Alle HR-Mitarbeitenden und die HR Business Partner konnten über eine „längere Zeit“ auf die Gehaltsdaten und Personalakten der gesamten globalen SAP-Belegschaft zugreifen. Diese Information lag der Wirtschaftswoche aus dem Umfeld des SAP-Betriebsrats vor. Auf Nachfrage bestätigt uns dies das Unternehmen. SAP beschäftigt weltweit über 100.000 Mitarbeitende. Laut Wirtschaftswoche-Bericht soll eine dreistellige Anzahl an HR-Beschäftigten Zugriff gehabt haben.
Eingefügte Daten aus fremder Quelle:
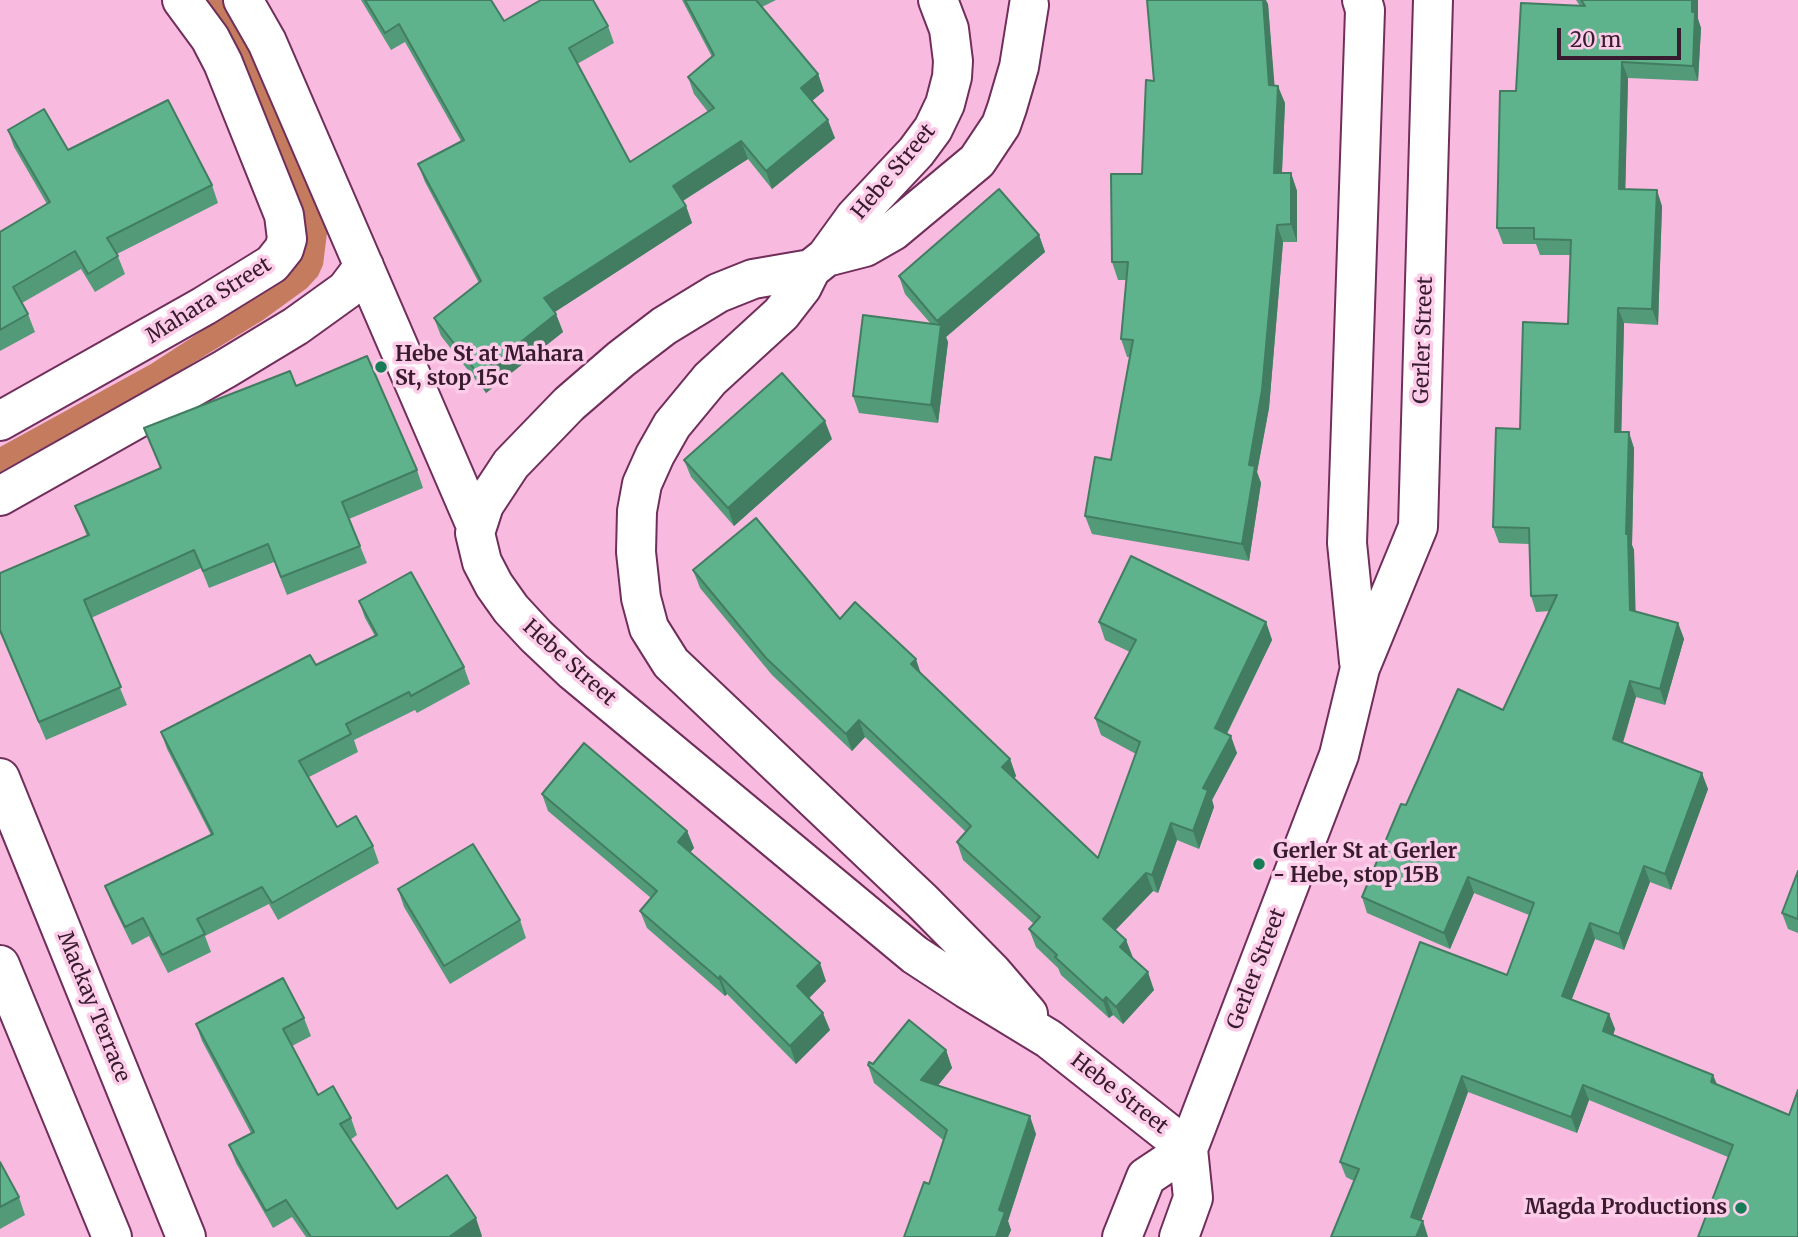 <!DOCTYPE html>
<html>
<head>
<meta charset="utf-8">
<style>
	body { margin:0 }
	#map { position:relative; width:1798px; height:1237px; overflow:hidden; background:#f9bae0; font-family:Merriweather,serif }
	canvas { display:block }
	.scale { position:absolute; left:1557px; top:28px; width:124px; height:32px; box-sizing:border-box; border:4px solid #381b2e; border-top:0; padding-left:9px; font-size:21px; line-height:24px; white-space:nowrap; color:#381b2e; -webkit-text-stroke:5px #fdcce9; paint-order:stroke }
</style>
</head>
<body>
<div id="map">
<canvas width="1798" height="1237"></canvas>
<div class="scale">20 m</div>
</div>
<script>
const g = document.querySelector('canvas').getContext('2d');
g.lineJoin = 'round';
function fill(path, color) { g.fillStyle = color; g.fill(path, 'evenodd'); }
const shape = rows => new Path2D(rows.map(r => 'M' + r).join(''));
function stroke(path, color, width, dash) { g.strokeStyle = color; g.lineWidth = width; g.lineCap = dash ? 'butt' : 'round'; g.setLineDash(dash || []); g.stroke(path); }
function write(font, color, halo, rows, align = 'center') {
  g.font = font + ' Merriweather,serif'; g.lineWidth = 7; g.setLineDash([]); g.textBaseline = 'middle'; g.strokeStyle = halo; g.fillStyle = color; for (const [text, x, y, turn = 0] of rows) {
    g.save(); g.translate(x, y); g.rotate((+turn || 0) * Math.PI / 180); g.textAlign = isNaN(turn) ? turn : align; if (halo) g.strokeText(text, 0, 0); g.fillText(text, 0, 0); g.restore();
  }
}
const forest = shape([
	[197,0,224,0,245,38,325,218,327,233,323,265,318,276,307,288,263,320,162,382,0,472,0,447,151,364,211,325,275,279,293,264]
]);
const street = shape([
	[243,0,267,42,476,526],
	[938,0,949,29,953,61,952,77,945,104,933,129,916,152,855,217,826,257,811,269,802,287,781,314,710,379,672,425,655,455,642,484,637,511,636,552,641,598,649,628,671,663,923,902,992,972,1028,1014],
	[826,257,865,247,893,231,977,161,1001,125,1007,108,1019,67,1029,5],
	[811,269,753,279,718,293,664,326,621,359,569,404,511,464,484,505,475,533,482,562,494,585,511,609,536,636,573,671,915,955,967,989,1049,1039,1188,1149],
	[0,421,204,306,272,264,284,249,287,239,284,215,223,63,210,38,182,0],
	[0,496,225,369,296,326,346,290,364,266],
	[1359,662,1347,543,1365,10,1362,0],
	[0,778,186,1237],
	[0,965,112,1237],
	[1122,1237,1146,1177,1188,1149],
	[1179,1237,1193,1198,1188,1149,1339,755,1360,668,1418,527,1433,0]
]);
const wall = shape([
	[361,0,491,0,504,21,608,26,614,43,577,64,630,162,708,112,694,94,688,77,712,57,682,0,776,0,762,7,818,74,824,91,812,101,835,138,772,189,748,159,683,201,686,206,692,223,555,312,563,332,486,393,441,336,434,318,479,283,425,182,418,164,461,141,405,42,391,50],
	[1576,0,1698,0,1698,19,1701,28,1698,81,1628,78,1625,189,1662,206,1658,325,1624,323,1621,432,1634,448,1632,545,1634,550,1635,612,1678,623,1684,639,1665,705,1636,697,1623,743,1708,789,1671,890,1650,882,1624,950,1595,939,1572,999,1609,1014,1615,1029,1613,1035,1713,1075,1717,1084,1798,1237,1728,1157,1589,1100,1577,1133,1468,1092,1421,1221,1354,1181,1346,1177,1340,1162,1507,975,1529,915,1474,893,1450,949,1367,913,1362,897,1406,805,1503,710,1550,611,1536,612,1531,596,1530,544,1499,543,1493,527,1520,429,1568,324,1571,255,1540,255,1536,244,1503,244,1497,228,1516,91,1580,6],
	[1268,4,1274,86,1285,103,1282,173,1291,173,1297,191,1297,242,1283,242,1269,408,1257,472,1261,483,1249,561,1092,534,1085,516,1111,460,1130,357,1127,357,1121,339,1126,280,1118,280,1112,262,1142,174,1154,81],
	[8,130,68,150,212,185,218,203,117,254,125,274,95,292,81,269,22,303,28,314,35,332,0,351,0,232,47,204,14,147],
	[1039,235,1045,252,946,337,948,342,938,423,859,413,853,396,931,324,905,294,899,276],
	[296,386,417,470,423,488,349,519,367,563,287,595,274,562,209,588,201,568,91,618,127,705,46,740,0,633,0,573,87,536,75,506,160,468,144,428],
	[832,439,734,526,691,477,684,460],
	[693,570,840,619,921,673,1010,759,1016,776,1014,779,1098,858,1136,754,1101,735,1095,718,1130,652,1105,640,1099,622,1266,622,1272,640,1227,734,1237,753,1212,800,1214,807,1199,849,1177,840,1158,893,1153,891,1115,930,1126,940,1133,958,1154,990,1123,1024,1113,1015,1109,1018,1061,975,1058,968,1036,947,1029,929,1034,924,963,860,957,842,966,832,865,737,852,751,772,675,700,588],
	[359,601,464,667,470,684,417,713,415,710,354,740,358,752,309,777,337,827,373,846,379,863,278,920,269,904,205,936,211,952,168,973,149,936,132,945,112,904,105,886,211,835,167,749,161,732,316,665,375,636,365,618],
	[542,794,687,831,694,848,690,852,826,981,809,998,830,1030,796,1064,727,994,725,996,647,928,640,911,651,898,548,811],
	[1798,871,1798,933,1788,929,1782,913],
	[398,889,520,920,526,938,450,984,404,907],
	[304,1018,311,1036,292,1046,318,1095,351,1118,357,1135,350,1140,397,1209,482,1236,481,1237,306,1237,292,1217,273,1228,236,1163,229,1145,251,1133,202,1041,196,1024],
	[946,1050,952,1068,938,1085,1036,1134,1008,1221,1011,1230,1008,1237,904,1237,929,1184,943,1140,874,1083,868,1065],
	[0,1162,19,1197,25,1215,0,1229]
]);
const shadedWall = shape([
	[1263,0,1266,0,1268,4,1276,103,1269,85],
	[1692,0,1698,0,1698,19,1701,28,1698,81,1693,66],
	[1622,62,1628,78,1625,205,1619,189],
	[818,74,824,91,807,105,801,88],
	[1278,86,1285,103,1281,191,1274,173],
	[828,120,835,138,772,189,766,171],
	[741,141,748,159,679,203,673,186],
	[1291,173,1297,191,1297,242,1291,224],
	[1657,190,1662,206,1658,325,1652,309],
	[686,206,692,223,550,315,544,298],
	[1277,225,1283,242,1269,408,1257,472,1261,483,1249,561,1242,544,1249,465],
	[1039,235,1045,252,946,337,948,342,938,423,931,405,941,330,937,321],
	[1618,308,1624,323,1621,447,1615,432],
	[556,314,563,332,486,393,479,375],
	[825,421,832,439,734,526,728,508],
	[1629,432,1634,448,1632,545,1634,550,1636,626,1630,610,1626,534],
	[1266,622,1272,640,1221,745,1215,728],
	[1678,623,1684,639,1665,705,1660,689],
	[916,659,922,677,911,664],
	[1630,681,1636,697,1619,755,1613,739],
	[859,720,865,737,852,751,846,734],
	[1231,736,1237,753,1212,800,1214,807,1199,849,1193,831,1203,788],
	[1010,759,1016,776,1008,785,1002,767],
	[1702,773,1708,789,1671,890,1665,874],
	[1171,823,1177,840,1158,893,1152,875],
	[687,831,694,848,684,860,678,842],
	[1644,866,1650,882,1624,950,1619,934],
	[1146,873,1153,891,1109,937,1103,919],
	[1468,877,1474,893,1450,949,1444,933],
	[1590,923,1595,939,1567,1011,1562,996],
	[1126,940,1133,958,1120,947],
	[820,963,826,981,803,1004,797,986],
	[1148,972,1154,990,1123,1024,1116,1007],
	[720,976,727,994,725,996,719,979],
	[1106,997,1113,1015,1109,1018,1103,1001],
	[823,1013,830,1030,796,1064,790,1046],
	[1609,1014,1615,1029,1609,1047,1603,1031],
	[946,1050,952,1068,928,1098,921,1080],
	[1713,1075,1719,1091,1711,1082],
	[1462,1076,1468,1092,1417,1232,1411,1217],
	[1583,1085,1589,1100,1577,1133,1571,1117],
	[1030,1116,1036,1134,1008,1221,1011,1230,1008,1237,996,1237,999,1210],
	[476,1218,482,1236,481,1237,449,1237],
	[1423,1221,1428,1237,1416,1237]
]);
const building = shape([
	[365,0,491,0,504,21,541,0,593,0,608,26,569,48,630,162,714,108,688,77,714,55,685,0,756,0,818,74,801,88,828,120,766,171,741,141,673,186,686,206,544,298,556,314,479,375,434,318,481,281,418,164,464,140,399,24,385,33,365,0],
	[1147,0,1263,0,1269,85,1278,86,1274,173,1291,173,1291,224,1277,225,1262,390,1249,465,1255,466,1242,544,1085,516,1095,457,1111,460,1133,340,1121,339,1128,262,1112,262,1111,174,1142,174,1146,80,1154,81,1147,0],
	[1581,0,1692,0,1692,12,1695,12,1693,66,1622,62,1619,189,1657,190,1652,309,1618,308,1615,432,1629,432,1626,534,1628,534,1630,610,1678,623,1660,689,1630,681,1613,739,1702,773,1665,874,1644,866,1619,934,1590,923,1562,996,1609,1014,1603,1031,1713,1075,1711,1082,1789,1115,1798,1090,1798,1237,1698,1237,1733,1145,1583,1085,1571,1117,1462,1076,1411,1217,1423,1221,1416,1237,1331,1237,1359,1169,1340,1162,1420,942,1507,975,1534,903,1468,877,1444,933,1362,897,1401,804,1406,805,1458,689,1503,710,1557,595,1531,596,1529,528,1493,527,1496,428,1520,429,1523,322,1568,324,1571,240,1534,239,1534,228,1497,228,1500,91,1516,91,1521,3,1585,6,1581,0],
	[168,100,212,185,107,238,118,256,88,274,75,251,13,287,28,314,0,330,0,232,50,202,8,130,44,109,68,150,168,100],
	[999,189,1039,235,937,321,899,276,999,189],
	[863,315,941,325,931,405,853,396,863,315],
	[367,356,417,470,342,502,360,546,281,577,268,544,203,571,194,550,84,600,121,687,39,722,0,630,0,573,89,535,75,506,161,468,144,428,290,371,296,386,367,356],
	[782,373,825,421,728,508,684,460,782,373],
	[756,518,840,619,855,602,916,659,911,664,1010,759,1002,767,1098,858,1140,742,1095,718,1136,640,1099,622,1131,556,1266,622,1215,728,1231,736,1203,788,1208,790,1193,831,1171,823,1152,875,1146,873,1103,919,1126,940,1120,947,1148,972,1116,1007,1106,997,1103,1001,1055,957,1057,955,1029,929,1040,917,957,842,971,826,859,720,846,734,766,658,693,570,756,518],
	[411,572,464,667,411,696,409,692,346,724,351,734,299,761,337,827,356,816,373,846,272,903,262,887,197,919,205,934,162,955,143,918,125,927,105,886,213,834,161,732,310,655,316,665,377,635,359,601,411,572],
	[584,743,687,831,678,842,820,963,797,986,823,1013,790,1046,720,976,719,979,640,911,657,891,542,794,584,743],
	[473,844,520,920,444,966,398,889,473,844],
	[1798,871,1798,919,1782,913,1798,871],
	[283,978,304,1018,283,1029,318,1095,333,1086,351,1118,340,1124,397,1209,447,1175,476,1218,449,1237,311,1237,286,1200,266,1211,229,1145,254,1132,196,1024,283,978],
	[909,1020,946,1050,921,1080,1030,1116,999,1210,1005,1212,996,1237,904,1237,924,1182,929,1184,947,1130,868,1065,869,1062,873,1064,909,1020],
	[0,1162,19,1197,0,1207,0,1162]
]);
const markers = [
	[381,367,7,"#167d57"],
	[1259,864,7,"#167d57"],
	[1741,1208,7,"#167d57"]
];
const streetNames = [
	["Hebe Street",894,172,-50],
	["Mahara Street",209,301,-32],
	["Gerler Street",1424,340,-88],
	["Hebe Street",569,663,42],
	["Gerler Street",1257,969,-69],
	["Mackay Terrace",93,1007,68],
	["Hebe Street",1119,1094,38]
];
const poiNames = [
	["Hebe St at Mahara",395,355],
	["St, stop 15c",395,379],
	["Gerler St at Gerler",1273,852],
	["- Hebe, stop 15B",1273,876],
	["Magda Productions",1727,1208,"right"]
];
fill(forest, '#c47b5e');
stroke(street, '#702e5a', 42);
stroke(street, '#fff', 38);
fill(wall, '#529a78');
fill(shadedWall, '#427d62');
fill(building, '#5fb38c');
stroke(building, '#427d62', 2);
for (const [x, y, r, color] of markers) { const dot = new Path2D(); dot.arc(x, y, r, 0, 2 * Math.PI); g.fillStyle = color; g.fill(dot); stroke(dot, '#fdcce9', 2.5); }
write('21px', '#381b2e', '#fdcce9', streetNames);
write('bold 21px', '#381b2e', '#fdcce9', poiNames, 'left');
</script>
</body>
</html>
Die Personalakte umfasst alle Informationen, die zur Abrechnung und Durchführung des Arbeitsverhältnisses benötigt werden. Daten, die fast alle hochvertraulich sind, wie Bewertungen, Arbeitszeugnisse und gegebenenfalls Abmahnungen. Einsicht dürfen nur direkt zuständige Personen im Unternehmen haben. „Der Kreis der zugangsberechtigten Personen ist möglichst klein zu halten“, sagte uns Fachanwalt Lorenz Mitterer in einem Interview über die Personalakte. Wie grundsätzlich im Datenschutz gilt auch hier das Prinzip der Datensparsamkeit: So viel wie nötig, so wenig wie möglich. Das gilt nicht nur für die Speicherung von Daten, sondern kann auch auf die Notwendigkeit der Einsicht von Daten übertragen werden.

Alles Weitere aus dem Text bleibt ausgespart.